BEGIN DATA SHOWN
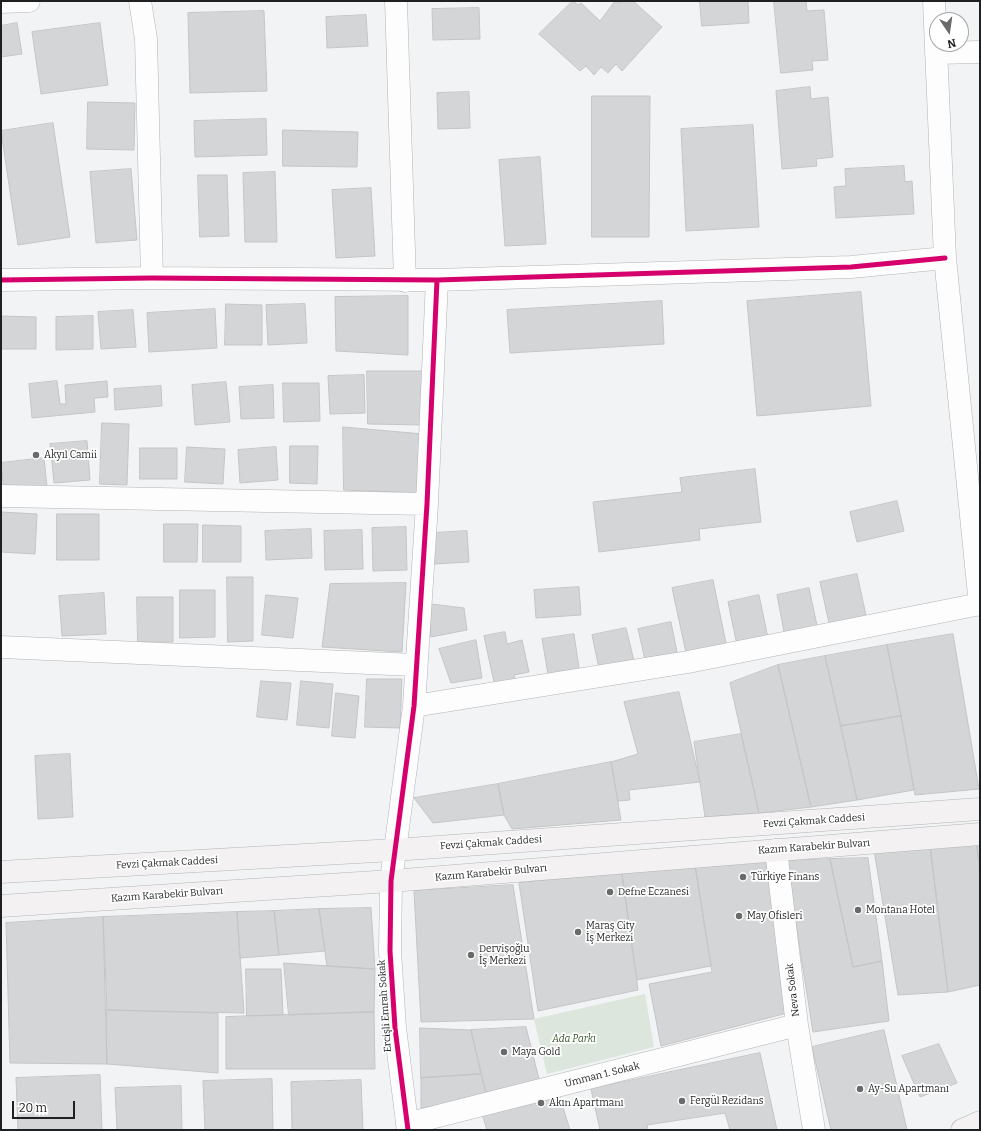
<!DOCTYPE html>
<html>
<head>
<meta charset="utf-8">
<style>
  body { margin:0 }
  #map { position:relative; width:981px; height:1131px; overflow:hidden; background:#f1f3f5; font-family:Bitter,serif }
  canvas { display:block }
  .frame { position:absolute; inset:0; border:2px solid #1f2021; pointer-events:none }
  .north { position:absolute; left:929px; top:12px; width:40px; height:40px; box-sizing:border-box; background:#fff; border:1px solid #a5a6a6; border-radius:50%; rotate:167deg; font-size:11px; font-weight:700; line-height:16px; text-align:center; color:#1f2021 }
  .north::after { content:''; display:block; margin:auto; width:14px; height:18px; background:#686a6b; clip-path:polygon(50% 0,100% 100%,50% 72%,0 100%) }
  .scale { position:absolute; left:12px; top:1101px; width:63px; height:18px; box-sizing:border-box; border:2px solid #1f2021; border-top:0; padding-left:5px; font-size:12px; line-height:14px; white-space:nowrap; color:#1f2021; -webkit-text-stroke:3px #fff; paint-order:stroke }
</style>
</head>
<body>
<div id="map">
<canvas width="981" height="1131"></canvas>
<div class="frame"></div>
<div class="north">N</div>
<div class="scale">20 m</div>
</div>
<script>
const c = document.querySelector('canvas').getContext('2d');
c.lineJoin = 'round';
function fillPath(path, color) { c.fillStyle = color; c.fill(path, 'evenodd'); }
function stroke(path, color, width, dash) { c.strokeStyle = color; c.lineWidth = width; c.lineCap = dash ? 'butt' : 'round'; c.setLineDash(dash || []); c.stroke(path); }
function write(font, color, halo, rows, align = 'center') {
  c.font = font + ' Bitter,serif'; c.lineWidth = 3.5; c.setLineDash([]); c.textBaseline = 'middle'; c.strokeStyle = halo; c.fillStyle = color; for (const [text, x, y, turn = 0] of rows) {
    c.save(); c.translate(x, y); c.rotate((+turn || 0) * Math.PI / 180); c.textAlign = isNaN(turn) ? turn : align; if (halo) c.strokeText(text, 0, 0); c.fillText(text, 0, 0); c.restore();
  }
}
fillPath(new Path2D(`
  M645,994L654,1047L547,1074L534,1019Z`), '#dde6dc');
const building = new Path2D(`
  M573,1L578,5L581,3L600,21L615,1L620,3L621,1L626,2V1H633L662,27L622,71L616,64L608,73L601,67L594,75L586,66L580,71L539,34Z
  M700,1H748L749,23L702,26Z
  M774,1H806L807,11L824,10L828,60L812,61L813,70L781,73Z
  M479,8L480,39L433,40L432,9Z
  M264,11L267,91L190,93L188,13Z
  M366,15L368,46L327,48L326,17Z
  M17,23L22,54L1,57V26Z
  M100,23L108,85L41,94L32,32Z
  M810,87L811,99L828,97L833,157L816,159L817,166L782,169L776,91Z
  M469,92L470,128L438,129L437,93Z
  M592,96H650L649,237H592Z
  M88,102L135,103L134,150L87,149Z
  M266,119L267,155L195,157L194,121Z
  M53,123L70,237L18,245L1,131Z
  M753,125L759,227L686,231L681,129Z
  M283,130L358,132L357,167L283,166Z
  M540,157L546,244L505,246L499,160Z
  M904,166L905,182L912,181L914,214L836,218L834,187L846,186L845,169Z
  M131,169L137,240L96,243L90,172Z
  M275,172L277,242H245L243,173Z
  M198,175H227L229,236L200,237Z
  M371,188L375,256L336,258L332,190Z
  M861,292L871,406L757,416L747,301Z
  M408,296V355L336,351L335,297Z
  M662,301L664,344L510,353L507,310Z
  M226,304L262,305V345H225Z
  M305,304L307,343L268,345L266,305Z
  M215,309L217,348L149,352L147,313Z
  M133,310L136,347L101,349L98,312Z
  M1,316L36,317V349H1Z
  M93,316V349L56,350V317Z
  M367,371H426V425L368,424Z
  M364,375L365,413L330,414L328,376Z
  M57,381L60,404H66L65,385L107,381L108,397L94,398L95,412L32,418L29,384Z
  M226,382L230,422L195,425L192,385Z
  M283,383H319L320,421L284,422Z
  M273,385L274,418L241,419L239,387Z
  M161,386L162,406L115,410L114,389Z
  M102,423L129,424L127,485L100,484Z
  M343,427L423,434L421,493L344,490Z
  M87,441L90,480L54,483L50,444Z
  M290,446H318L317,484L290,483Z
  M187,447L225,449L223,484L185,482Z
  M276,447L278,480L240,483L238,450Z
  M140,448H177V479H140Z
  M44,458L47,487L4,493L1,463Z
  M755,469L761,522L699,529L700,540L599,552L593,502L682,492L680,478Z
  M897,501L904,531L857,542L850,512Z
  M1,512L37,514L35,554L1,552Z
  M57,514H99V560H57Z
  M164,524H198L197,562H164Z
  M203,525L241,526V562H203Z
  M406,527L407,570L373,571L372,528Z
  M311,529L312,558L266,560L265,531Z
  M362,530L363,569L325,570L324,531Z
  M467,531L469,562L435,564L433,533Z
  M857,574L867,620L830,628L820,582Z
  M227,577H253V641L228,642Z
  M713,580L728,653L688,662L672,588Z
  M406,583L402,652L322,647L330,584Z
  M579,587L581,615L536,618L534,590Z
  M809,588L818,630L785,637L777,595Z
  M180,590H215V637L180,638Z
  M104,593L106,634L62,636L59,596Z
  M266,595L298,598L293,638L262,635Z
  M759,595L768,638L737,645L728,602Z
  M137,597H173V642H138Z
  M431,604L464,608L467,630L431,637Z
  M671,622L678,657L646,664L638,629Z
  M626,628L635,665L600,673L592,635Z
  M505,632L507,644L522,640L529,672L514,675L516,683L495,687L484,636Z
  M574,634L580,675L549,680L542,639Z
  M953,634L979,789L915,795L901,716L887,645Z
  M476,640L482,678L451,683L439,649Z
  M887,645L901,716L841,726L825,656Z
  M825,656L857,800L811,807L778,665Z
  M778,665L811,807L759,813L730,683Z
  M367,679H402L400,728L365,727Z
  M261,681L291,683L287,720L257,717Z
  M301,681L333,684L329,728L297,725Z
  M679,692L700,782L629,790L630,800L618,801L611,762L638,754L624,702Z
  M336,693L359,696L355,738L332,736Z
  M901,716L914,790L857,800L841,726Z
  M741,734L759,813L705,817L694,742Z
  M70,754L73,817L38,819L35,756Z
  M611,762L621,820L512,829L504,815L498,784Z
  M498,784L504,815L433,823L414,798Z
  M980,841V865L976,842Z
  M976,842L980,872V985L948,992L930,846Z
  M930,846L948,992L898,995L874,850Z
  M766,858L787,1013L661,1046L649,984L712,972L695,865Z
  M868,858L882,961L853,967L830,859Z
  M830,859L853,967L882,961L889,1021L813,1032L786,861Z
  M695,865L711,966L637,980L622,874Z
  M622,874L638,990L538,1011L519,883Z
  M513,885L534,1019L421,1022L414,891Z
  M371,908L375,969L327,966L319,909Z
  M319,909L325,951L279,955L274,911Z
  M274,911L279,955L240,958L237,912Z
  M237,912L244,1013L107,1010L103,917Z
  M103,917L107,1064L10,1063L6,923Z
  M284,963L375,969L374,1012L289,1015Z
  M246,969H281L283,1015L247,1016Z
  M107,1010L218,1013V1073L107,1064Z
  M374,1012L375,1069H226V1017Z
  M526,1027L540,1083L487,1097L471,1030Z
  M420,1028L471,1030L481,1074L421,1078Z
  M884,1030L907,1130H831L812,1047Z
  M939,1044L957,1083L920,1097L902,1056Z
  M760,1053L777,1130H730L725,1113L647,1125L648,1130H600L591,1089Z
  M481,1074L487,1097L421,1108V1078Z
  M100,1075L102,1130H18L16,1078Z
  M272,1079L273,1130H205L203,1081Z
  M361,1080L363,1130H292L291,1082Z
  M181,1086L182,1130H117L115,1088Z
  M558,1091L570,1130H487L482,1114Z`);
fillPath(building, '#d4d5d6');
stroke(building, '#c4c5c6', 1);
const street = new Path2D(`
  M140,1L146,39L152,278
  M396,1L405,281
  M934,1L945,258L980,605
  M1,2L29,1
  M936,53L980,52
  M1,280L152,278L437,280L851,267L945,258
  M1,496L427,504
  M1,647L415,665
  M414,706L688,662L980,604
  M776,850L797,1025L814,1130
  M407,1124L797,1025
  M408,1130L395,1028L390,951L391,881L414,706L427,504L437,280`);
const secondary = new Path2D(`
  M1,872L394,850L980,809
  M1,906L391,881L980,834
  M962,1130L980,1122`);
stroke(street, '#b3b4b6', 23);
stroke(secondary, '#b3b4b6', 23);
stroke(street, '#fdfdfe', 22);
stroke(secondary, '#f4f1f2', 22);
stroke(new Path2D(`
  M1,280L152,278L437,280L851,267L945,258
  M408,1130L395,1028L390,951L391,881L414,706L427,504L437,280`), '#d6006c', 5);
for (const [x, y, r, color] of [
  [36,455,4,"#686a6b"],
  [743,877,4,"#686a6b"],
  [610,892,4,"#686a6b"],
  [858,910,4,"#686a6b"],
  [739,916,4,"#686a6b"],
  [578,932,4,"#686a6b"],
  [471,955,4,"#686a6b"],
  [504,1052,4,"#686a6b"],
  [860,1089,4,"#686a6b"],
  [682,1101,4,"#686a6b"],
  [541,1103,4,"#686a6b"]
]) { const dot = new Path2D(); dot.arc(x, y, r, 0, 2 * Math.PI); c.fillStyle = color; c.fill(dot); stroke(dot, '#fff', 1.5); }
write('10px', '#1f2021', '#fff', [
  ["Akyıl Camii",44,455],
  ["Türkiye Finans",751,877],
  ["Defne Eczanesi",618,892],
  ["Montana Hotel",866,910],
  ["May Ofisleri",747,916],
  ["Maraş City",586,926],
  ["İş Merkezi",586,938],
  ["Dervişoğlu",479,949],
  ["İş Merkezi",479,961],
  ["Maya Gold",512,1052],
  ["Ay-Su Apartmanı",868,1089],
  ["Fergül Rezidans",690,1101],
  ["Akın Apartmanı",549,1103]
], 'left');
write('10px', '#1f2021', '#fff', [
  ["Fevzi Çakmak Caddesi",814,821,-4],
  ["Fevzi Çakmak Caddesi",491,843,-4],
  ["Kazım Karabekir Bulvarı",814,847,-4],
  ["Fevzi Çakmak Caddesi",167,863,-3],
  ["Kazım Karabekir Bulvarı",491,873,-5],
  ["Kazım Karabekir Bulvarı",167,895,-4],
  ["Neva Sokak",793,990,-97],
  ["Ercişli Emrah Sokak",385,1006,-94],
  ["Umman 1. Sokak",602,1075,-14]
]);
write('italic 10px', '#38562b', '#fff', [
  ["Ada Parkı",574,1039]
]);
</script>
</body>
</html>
END DATA SHOWN
• _REQUIRED ACTION_
From the records above, copy out the line with "function stroke(path, color, width, dash)", the line with "M408,296V355L336,351L335,297Z", and every line between them, word for word.

• _COMPLETED TASK_
function stroke(path, color, width, dash) { c.strokeStyle = color; c.lineWidth = width; c.lineCap = dash ? 'butt' : 'round'; c.setLineDash(dash || []); c.stroke(path); }
function write(font, color, halo, rows, align = 'center') {
  c.font = font + ' Bitter,serif'; c.lineWidth = 3.5; c.setLineDash([]); c.textBaseline = 'middle'; c.strokeStyle = halo; c.fillStyle = color; for (const [text, x, y, turn = 0] of rows) {
    c.save(); c.translate(x, y); c.rotate((+turn || 0) * Math.PI / 180); c.textAlign = isNaN(turn) ? turn : align; if (halo) c.strokeText(text, 0, 0); c.fillText(text, 0, 0); c.restore();
  }
}
fillPath(new Path2D(`
  M645,994L654,1047L547,1074L534,1019Z`), '#dde6dc');
const building = new Path2D(`
  M573,1L578,5L581,3L600,21L615,1L620,3L621,1L626,2V1H633L662,27L622,71L616,64L608,73L601,67L594,75L586,66L580,71L539,34Z
  M700,1H748L749,23L702,26Z
  M774,1H806L807,11L824,10L828,60L812,61L813,70L781,73Z
  M479,8L480,39L433,40L432,9Z
  M264,11L267,91L190,93L188,13Z
  M366,15L368,46L327,48L326,17Z
  M17,23L22,54L1,57V26Z
  M100,23L108,85L41,94L32,32Z
  M810,87L811,99L828,97L833,157L816,159L817,166L782,169L776,91Z
  M469,92L470,128L438,129L437,93Z
  M592,96H650L649,237H592Z
  M88,102L135,103L134,150L87,149Z
  M266,119L267,155L195,157L194,121Z
  M53,123L70,237L18,245L1,131Z
  M753,125L759,227L686,231L681,129Z
  M283,130L358,132L357,167L283,166Z
  M540,157L546,244L505,246L499,160Z
  M904,166L905,182L912,181L914,214L836,218L834,187L846,186L845,169Z
  M131,169L137,240L96,243L90,172Z
  M275,172L277,242H245L243,173Z
  M198,175H227L229,236L200,237Z
  M371,188L375,256L336,258L332,190Z
  M861,292L871,406L757,416L747,301Z
  M408,296V355L336,351L335,297Z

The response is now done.